Many of the material citations extracted by Plazi contain geo-coordinates which opens up the way to searching for them by various geographic features along with the non-geographic attributes such as taxa. It is now possible to search for images that are a part of the treatments by ecoregions, biomes and realms.

Ecoregions, biomes and realms from Olson, et. al.

The World Wildlife Fund (WWF) defines terrestrial ecoregions as follows:

Terrestrial Ecoregions of the World (TEOW) is a biogeographic regionalization of the Earth’s terrestrial biodiversity. Our biogeographic units are ecoregions, which are defined as relatively large units of land or water containing a distinct assemblage of natural communities sharing a large majority of species, dynamics, and environmental conditions. … Ecoregions represent the original distribution of distinct assemblages of species and communities.

David M. Olson, et. al. 2011. Terrestrial Ecoregions of the World: A New Map of Life on Earth: A new global map of terrestrial ecoregions provides an innovative tool for conserving biodiversity, BioScience, Volume 51, Issue 11, November 2001, Pages 933–938, https://doi.org/10.1641/0006-3568(2001)051[0933:TEOTWA]2.0.CO;2

It is now possible to search for images on Ocellus by ecoregions and biomes.
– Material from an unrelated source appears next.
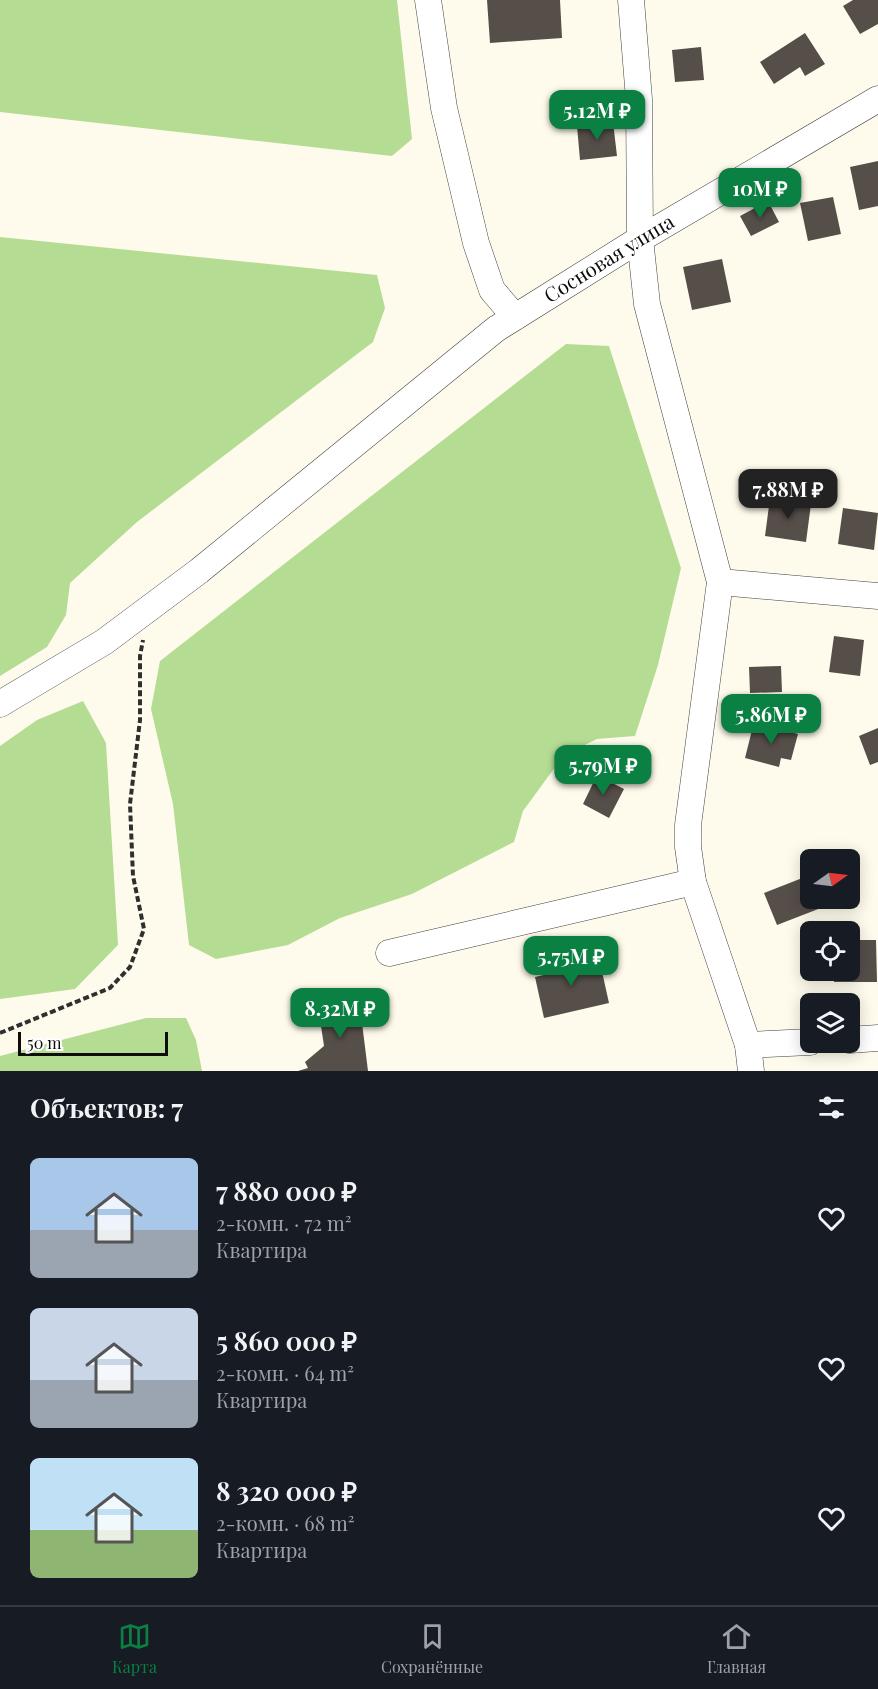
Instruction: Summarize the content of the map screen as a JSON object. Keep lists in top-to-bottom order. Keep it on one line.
{"streets":{"street":["Сосновая улица"]},"scale_bar":"50 m","north":"right","page":{"price":["5.12M ₽","10M ₽","7.88M ₽","5.86M ₽","5.79M ₽","5.75M ₽","8.32M ₽"],"scale":"50 m","heading":"Объектов: 7","list":[{"name":"7 880 000 ₽","note":"2-комн. · 72 m² · Квартира"},{"name":"5 860 000 ₽","note":"2-комн. · 64 m² · Квартира"},{"name":"8 320 000 ₽","note":"2-комн. · 68 m² · Квартира"}],"tabs":["Карта","Сохранённые","Главная"]}}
For example, look at the following queries:


Synonyms of biomes are also supported. For example, ‘Temperate Grasslands, Savannas and Shrublands’ are known as ‘pampas’ in South America, and searching for ‘pampas’ gives the same result as above.
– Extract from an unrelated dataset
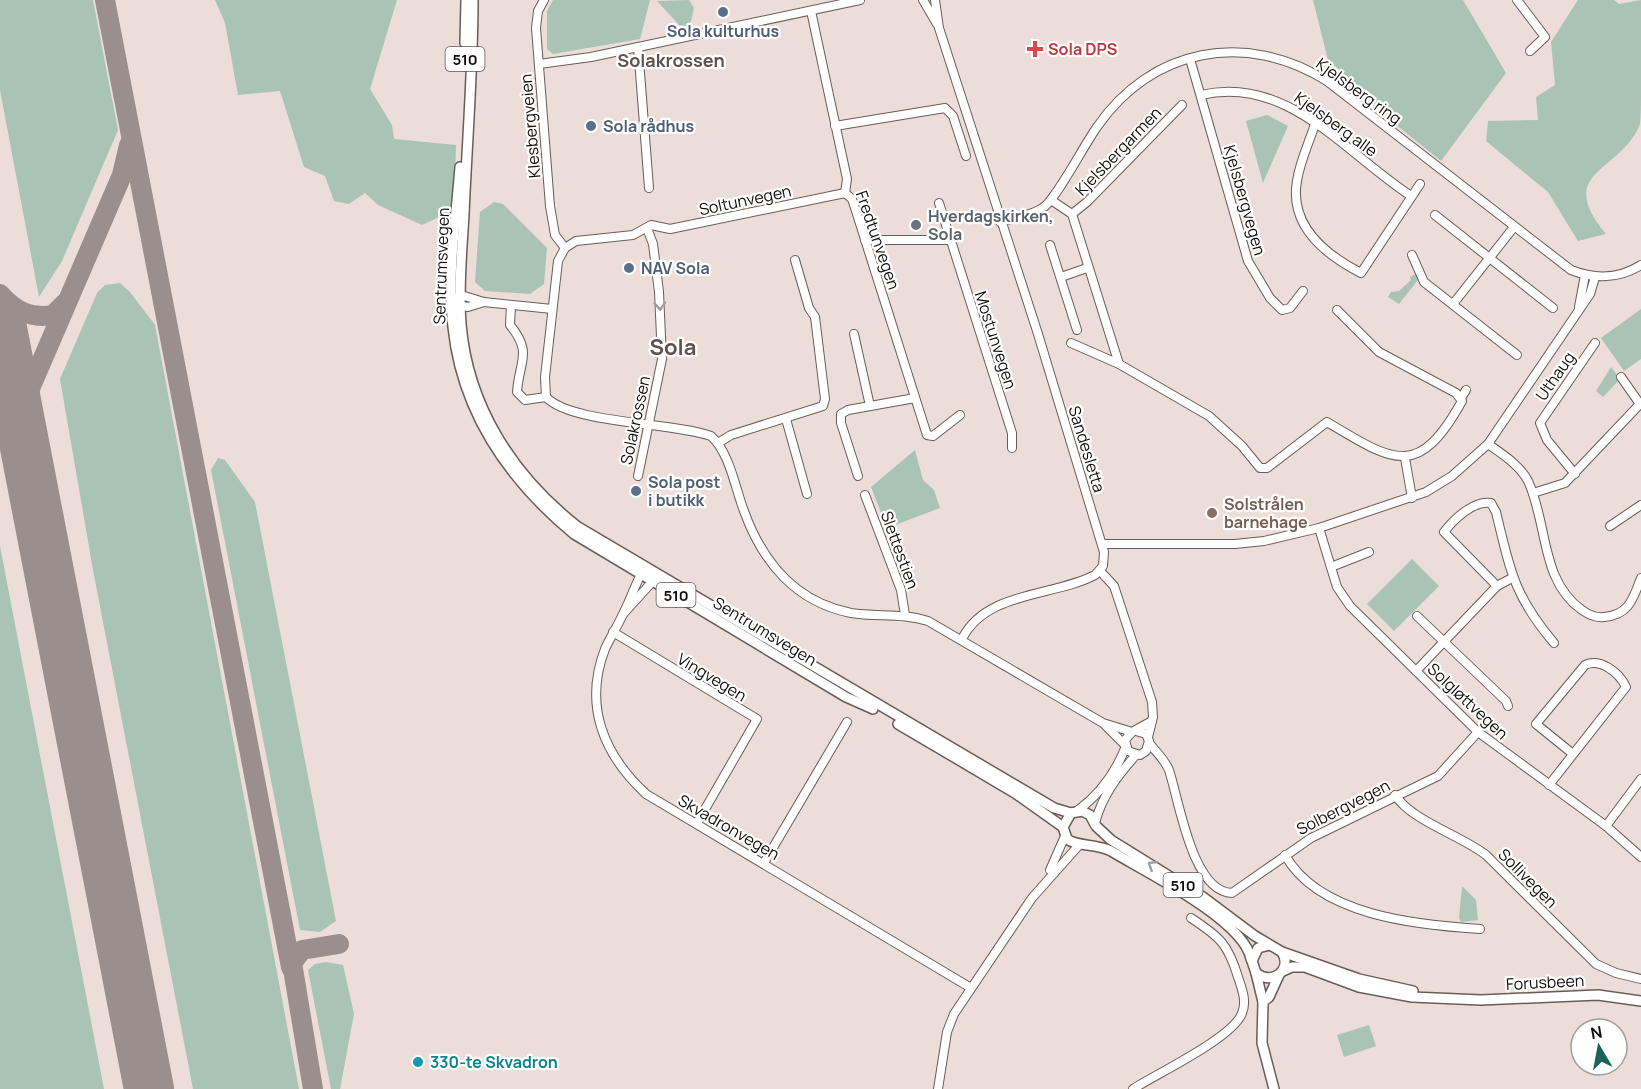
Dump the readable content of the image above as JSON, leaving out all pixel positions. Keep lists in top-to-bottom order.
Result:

All this is possible because much of our materialCitations data contains geolocation extracted from treaments plus, a new ecoregions database download in ESRI Shapefile format that includes information on biomes and realms. The data is from RESOLVE and described in the updated Eric Dinerstein, et al. 2017. An Ecoregion-Based Approach to Protecting Half the Terrestrial Realm, BioScience, Volume 67, Issue 6, June 2017, Pages 534–545, https://doi.org/10.1093/biosci/bix014. As shown in the figure above, the data contains 847 terrestrial ecoregions divided into 14 biomes and eight realms.

The ecoregions data has been prepared for and included in Zenodeo API that powers Ocellus. Below are a couple of examples of queries to Zenodeo that return the data as JSON.

$ curl https://test.zenodeo.org/v3/ecoregions

{
  "item": {
    
    "result": {
      "count": 847,
      "records": [
        {
          "id": 1,
          "eco_name": "Adelie Land tundra",
          "biome_name": "Tundra"
        },
        {
          "id": 2,
          "eco_name": "Admiralty Islands lowland rain forests",
          "biome_name": "Tropical & Subtropical Moist Broadleaf Forests"
        },
        
      ]
    },
    
}

$ curl https://test.zenodeo.org/v3/biomes

{
  "item": {
    
    "result": {
      "count": 15,
      "records": [
        {
          "id": 1,
          "biome_name": "Tundra",
          "synonym": "Tundra"
        },
        {
          "id": 2,
          "biome_name": "Tropical and Subtropical Moist Broadleaf Forests",
          "synonym": "Tropical and Subtropical Moist Broadleaf Forests"
        },
        
      ]
    },
    
}

There is still much to be done. For starters, we need to add more synonyms to the biomes. Second, the synonyms need to identify biomes geographically. For example, right now ‘pampas’ is a synonym for all of ‘Temperate Grasslands, Savannas and Shrublands’, no matter where in the world they may be. But a user in S America might expect only the regions in S America when searching for ‘pampas’. For this, a new, more detailed biomes map has to be built with synonyms as an attribute. Third, selection of ecoregions or biomes has to be easier than it is now. And finally, the queries have to be faster.